Data records
=== Section Start ===

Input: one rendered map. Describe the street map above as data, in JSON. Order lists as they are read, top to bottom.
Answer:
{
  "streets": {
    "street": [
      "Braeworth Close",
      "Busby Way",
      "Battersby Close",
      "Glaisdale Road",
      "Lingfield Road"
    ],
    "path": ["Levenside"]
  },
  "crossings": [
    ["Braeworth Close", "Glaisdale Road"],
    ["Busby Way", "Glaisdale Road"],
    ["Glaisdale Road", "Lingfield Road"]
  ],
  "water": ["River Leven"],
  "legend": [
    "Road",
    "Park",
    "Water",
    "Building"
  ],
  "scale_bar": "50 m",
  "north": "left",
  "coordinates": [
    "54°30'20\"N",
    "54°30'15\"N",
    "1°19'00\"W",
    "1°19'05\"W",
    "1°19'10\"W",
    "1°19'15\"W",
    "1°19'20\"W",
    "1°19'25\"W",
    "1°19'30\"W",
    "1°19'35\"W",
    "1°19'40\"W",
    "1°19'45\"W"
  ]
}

=== Section End ===

◆ **What you should do**
Top to bottom, transcribe every line above exactly.

◆ **Result**
Input: one rendered map. Describe the street map above as data, in JSON. Order lists as they are read, top to bottom.
Answer:
{
  "streets": {
    "street": [
      "Braeworth Close",
      "Busby Way",
      "Battersby Close",
      "Glaisdale Road",
      "Lingfield Road"
    ],
    "path": ["Levenside"]
  },
  "crossings": [
    ["Braeworth Close", "Glaisdale Road"],
    ["Busby Way", "Glaisdale Road"],
    ["Glaisdale Road", "Lingfield Road"]
  ],
  "water": ["River Leven"],
  "legend": [
    "Road",
    "Park",
    "Water",
    "Building"
  ],
  "scale_bar": "50 m",
  "north": "left",
  "coordinates": [
    "54°30'20\"N",
    "54°30'15\"N",
    "1°19'00\"W",
    "1°19'05\"W",
    "1°19'10\"W",
    "1°19'15\"W",
    "1°19'20\"W",
    "1°19'25\"W",
    "1°19'30\"W",
    "1°19'35\"W",
    "1°19'40\"W",
    "1°19'45\"W"
  ]
}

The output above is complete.